As far as we examined documents regarding vaginal melanoma, only 23 cases have been reported to survive 5 years and only 10 of these were still alive, with no evidence of disease, at the time of reporting (Table 1). As for the primary treatment of long-term survivor, Buchanan et al. reported that the only patients who had a treatment simply with wide local excision of the lesion survived >10 years without recurrence [18]. They concluded radiation therapy appears to offer results comparable to those of surgery. In our review of literature about long-term survivor of vaginal melanoma, radiation therapy was chosen as the primary treatment to 6 cases. Only 3 cases have been reported to survive 5 years after re-treatment for recurrences [19-21]. Mino et al. reported that a case with local recurrence after 5 years and 3 months, has survived 8 years after resection (pelvic exenteration) [20]. The case reported by Davis and Franklin had a local recurrence after 9 years of the primary treatment; she had been alive by resection twice after 12 years and 10 years [21]. Another case, there had been recurrent inguinal lymph node after 28 months, had survived with surgery [19]. For the 3 cases, surgery was performed for recurrence disease, resulting in good survival. In these cases, although tumor size was less than 3 cm, the patient developed metastasis to a lymph node 20 months later. It was discovered on routine CT examination, and was extracted by an operation immediately, which led to the long-term prognosis. Although there are only anecdotal reports on the efficacy of treatment for metastatic disease of vaginal melanoma, further considerations and accumulation of cases are needed.

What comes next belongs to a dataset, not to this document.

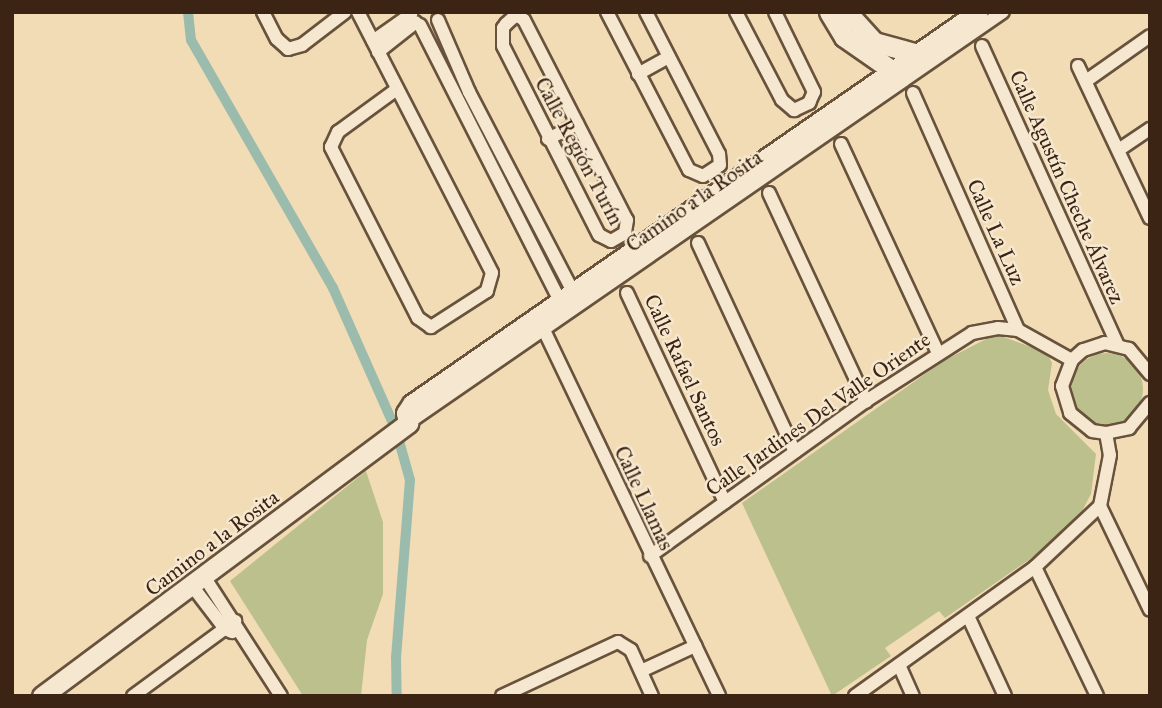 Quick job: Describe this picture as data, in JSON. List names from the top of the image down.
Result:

NO Author Age Size (mm) Depth (mm) Treatment Status Follow-up (year)
1 Mino et al. [19] 28 20 5.0 RS NED 5.0
2 Casas et al. [22] 52 25 - WLE+RT NED 6.0
3 Ariel [5] 47 60 - RT DOID 7.0
4 Ariel [5] 52 20 - RS DOD 6.0
5 Davis and Franklin [21] 60 - - WLE NED 16.0
6 Chang et al. [1] 72 25 1.0 RS NED 12.75
7 Chang et al. [1] 37 10 2.8 RS NED 5.5
8 Chang et al. [1] 71 10 3.0 WLE DOD 5.0
9 Chang et al. [1] 60 - 1.4 RT DOD 7.6
10 Liu et al. [23] 55 - - WLE DOD 5.8
11 Liu et al. [23] 39 40 - WLE AWD 8.2
12 Harrison et al. [24] 58 15 - RT NED 7.7
13 Reid et al. [8] 81 10 9.0 WLE DOID 5.7
14 Reid et al. [8] 68 25 - RS DOD 6.0
15 Levitan et al. [11] 59 20 4.0 RT DOD 9.0
16 Ronan et al. [25] 60 - 9.0 - DOD 6.2
17 Geisler et al. [26] 58 - 8.0 RS NED 8.0
18 Geisler et al. [26] 71 8 4.6 RS NED 6.5
19 Petru et al. [27] 65 20 5.0 RT DOD 12.75
20 Petru et al. [27] 54 30 5.0 WLE+RT AWD 8.3
21 Petru et al. [27] 69 30 6.0 RT DOD 5.4
22 Buchanan et al. [18] 55 15 6.0 WLE NED 13.0
23 Tjalma et al. [28] 71 10 11.0 WLE+RT DOID 5.2
24 Present 38 17 2 RS NED 13.8

Table 1: Vaginal melanoma: Five-year survivors.

Conclusion

While the prognosis of vaginal melanoma is poor, in certain cases, early detection and early treatment may improve the prognosis.